Once you’ve installed the add-in, select New Collection from the Pivot Collections tab. The Pivot template gives you two spreadsheets in your workbook:
- Collection Items. This is the main screen where you will add image files and define the principal columns for data exploration.
- Collection Properties The tab allows you to define collection-wide information, such as Collection Title, Icon, Brand Image, Additional Search Text, and Copyright.
Use Import Images to browse for pictures you want to add to the Collection. (You may note that some columns are hidden by default.) Once the photos are imported, you need to start adding data for the existing columns:
- Name – A title for the image
- HRef – A link to follow if the image is clicked
- Description
There is pop-up help to remind you about each of those columns on the header line. Most important, you can add additional columns to the right of the Description Column. Here’s what our sample collection looks like after I imported photos and added several additional columns for State, Time (of day) and Year:

Once the collection is defined, you can play with it by using the Quick Preview option (which actually doesn’t show the images, just the query.
Sept 2: Publish Collection
First, save your Excel file – and it doesn’t need to be in the location where the finished collection will live. Then, choose the Publish Collection item. Pick a new local folder, and give the Collection .CXML file a name. This process can take a few minutes while the engine parses and resizes all the graphical elements. Once it finishes, your collection should open up in a new Pivot Viewer local window. You can explore your data and test to make sure your collection is ready to share.
One of the things you may note is that you’re not limited to “check box” queries – if you define number values the Pivot query interface lets you use a slider control to filter a range of values.
Step 3: Publish to Web
The first thing to do is to copy the entire Collection directory to your SharePoint server – somewhere on the file system, outside of SharePoint. There are a LOT of files, so this process can take a while.
In our example, I created a new C:\Pivot directory. The entire collection goes into C:\Pivot\PivotPix.
You’re also going to need to download the sample Silverlight Pivot viewer and viewer page from Microsoft (see http://www.silverlight.net/learn/pivotviewer/release-notes/) In our example, we put the XAP file (a compiled Silverlight app) and HTML page in C:\Pivot\Viewers. We’re really taking a shortcut here – however, recompiling a hew viewer is pretty simple in the Silverlight 4 Toolkit.
Step 4: IIS Configuration
Now the web server needs to know about the files we just added. In IIS7 manager, I add two virtual directories:
- Pivot – mapped to the location of the viewer files
- PivotPix – mapped to the location of the CXML file and the rest of the collection
To do this:
- Right click on the web site where you want to add the alias
- Select Add Virtual Directory
- Enter the Alias and Directory as needed
Step 5: Edit the HTML File
There’s a lot in the sample HTML file, but the key line is:
<param name="initparams" value="initialCollectionUri=http://msshome2010/PivotPix/FavoritePhotos.cxml" />
Change the value of the initiaCollectionUri to match the “http://website/alias/nameofcollection.cxml” path for your local server. (Substitute your own local server name and alias.)
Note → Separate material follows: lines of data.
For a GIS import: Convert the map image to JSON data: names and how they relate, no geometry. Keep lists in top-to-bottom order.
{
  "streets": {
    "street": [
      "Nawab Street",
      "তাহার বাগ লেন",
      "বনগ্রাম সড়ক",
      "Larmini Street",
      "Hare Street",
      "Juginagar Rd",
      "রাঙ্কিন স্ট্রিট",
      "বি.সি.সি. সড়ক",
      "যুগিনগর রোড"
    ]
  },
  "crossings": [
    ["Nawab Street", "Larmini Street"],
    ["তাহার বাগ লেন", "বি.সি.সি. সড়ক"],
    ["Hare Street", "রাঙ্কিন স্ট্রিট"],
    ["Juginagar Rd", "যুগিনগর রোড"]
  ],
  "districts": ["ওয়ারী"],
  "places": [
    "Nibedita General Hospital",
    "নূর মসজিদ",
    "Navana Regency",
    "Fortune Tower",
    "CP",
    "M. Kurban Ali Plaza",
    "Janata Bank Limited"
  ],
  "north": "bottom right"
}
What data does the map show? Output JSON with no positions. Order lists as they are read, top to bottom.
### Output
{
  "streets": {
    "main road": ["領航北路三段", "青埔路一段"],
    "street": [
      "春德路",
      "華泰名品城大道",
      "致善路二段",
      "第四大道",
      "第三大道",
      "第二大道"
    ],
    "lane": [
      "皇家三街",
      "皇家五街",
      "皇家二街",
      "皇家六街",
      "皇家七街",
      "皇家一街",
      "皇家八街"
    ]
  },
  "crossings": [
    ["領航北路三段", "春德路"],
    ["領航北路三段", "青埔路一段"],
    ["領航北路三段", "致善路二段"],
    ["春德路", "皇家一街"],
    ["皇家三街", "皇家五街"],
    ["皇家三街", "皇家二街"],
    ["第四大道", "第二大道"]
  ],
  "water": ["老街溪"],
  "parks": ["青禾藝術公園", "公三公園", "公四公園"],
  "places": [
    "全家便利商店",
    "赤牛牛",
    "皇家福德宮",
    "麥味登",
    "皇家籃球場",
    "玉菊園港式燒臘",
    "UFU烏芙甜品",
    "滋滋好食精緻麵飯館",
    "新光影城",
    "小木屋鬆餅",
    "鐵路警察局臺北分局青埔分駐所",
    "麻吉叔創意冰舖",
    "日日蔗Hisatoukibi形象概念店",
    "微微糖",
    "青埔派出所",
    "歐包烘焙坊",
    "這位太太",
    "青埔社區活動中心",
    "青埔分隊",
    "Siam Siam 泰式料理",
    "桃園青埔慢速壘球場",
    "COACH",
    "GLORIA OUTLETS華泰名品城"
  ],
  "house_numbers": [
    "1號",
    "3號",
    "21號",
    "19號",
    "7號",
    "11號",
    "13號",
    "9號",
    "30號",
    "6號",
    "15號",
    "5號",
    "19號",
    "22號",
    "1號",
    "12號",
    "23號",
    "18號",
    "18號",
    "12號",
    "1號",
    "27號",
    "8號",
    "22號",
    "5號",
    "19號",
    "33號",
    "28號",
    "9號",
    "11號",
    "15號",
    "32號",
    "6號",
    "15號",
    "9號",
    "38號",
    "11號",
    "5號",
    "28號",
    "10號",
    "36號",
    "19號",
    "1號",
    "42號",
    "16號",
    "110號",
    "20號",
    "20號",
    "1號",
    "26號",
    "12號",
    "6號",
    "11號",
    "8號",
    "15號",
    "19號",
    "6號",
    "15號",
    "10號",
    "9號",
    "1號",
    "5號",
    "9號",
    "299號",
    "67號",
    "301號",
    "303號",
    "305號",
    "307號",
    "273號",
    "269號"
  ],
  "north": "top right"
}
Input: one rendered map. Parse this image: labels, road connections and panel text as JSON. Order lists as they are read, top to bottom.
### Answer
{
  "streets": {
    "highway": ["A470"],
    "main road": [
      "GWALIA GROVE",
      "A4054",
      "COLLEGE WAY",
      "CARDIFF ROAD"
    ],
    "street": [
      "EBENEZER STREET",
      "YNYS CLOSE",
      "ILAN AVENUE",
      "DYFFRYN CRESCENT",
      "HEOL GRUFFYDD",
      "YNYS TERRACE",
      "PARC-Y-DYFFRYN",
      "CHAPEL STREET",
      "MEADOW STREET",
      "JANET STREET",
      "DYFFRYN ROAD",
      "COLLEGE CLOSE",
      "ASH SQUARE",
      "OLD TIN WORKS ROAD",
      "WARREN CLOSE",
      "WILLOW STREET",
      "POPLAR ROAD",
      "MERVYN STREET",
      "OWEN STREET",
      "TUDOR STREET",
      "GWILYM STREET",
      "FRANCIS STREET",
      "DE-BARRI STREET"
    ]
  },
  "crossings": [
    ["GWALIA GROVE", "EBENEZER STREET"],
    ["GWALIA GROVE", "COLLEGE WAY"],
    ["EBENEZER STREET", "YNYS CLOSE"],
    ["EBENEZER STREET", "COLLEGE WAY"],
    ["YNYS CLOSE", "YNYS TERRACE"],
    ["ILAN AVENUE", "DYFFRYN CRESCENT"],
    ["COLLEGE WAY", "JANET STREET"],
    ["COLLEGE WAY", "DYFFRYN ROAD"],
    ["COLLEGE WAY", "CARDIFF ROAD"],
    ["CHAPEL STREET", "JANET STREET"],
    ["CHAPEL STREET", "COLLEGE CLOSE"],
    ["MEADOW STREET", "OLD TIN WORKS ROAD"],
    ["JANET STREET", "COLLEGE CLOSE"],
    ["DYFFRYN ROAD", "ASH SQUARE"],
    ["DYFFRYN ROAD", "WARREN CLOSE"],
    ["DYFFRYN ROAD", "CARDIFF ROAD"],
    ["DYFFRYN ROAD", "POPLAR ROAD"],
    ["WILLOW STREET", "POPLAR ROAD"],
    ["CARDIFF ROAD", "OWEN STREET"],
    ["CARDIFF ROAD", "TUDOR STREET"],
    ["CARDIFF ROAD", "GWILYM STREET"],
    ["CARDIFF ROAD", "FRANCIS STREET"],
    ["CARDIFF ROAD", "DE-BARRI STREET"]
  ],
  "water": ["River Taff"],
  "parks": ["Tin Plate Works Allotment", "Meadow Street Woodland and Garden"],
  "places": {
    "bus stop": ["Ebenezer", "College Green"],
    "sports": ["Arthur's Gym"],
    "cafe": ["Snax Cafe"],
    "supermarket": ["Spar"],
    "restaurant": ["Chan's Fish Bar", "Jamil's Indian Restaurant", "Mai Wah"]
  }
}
Step 6: Add links on SharePoint
Test the path to your edited HTML file – it should be http://yoursite/your-alias/PivotViewerSample.HTML [match to your own actual server names etc.] If you’ve set up the aliasing correctly, add a link in SharePoint and you should get your browser to render the Silverlight view to your collection:
What next? There’s a lot more you can do. You may start by adding custom columns to your collection. Also, you’ll want to redesign and recompile the Silverlight viewer to patch your interface requirements but we’ll leave that for another day.
Alternative Approach
Use the Silverlight Pivot Viewer for SharePoint on Codeplex http://pivotviewersp.codeplex.com/ This control is desgined to let you skip the Excel collection generation and IIS process entirely. Instead, this solution consumes its images and data directly from:
- A picture library
- The User Profile List
- Site navigation
The web part is not hard to figure out once you’ve downloaded and deployed the WSP. (Hint – although the documentation tells you how to install it using Stsadm, why not follow through on that New Years’ Resolution and use PowerShell: Add-SPSolution and Install-SPSolution).
Anyway, once you’ve installed the part and added to a page, you can connect to a library, and get almost the same experience as you had using the HTML-hosted XAP file:
Have powerful, informative fun!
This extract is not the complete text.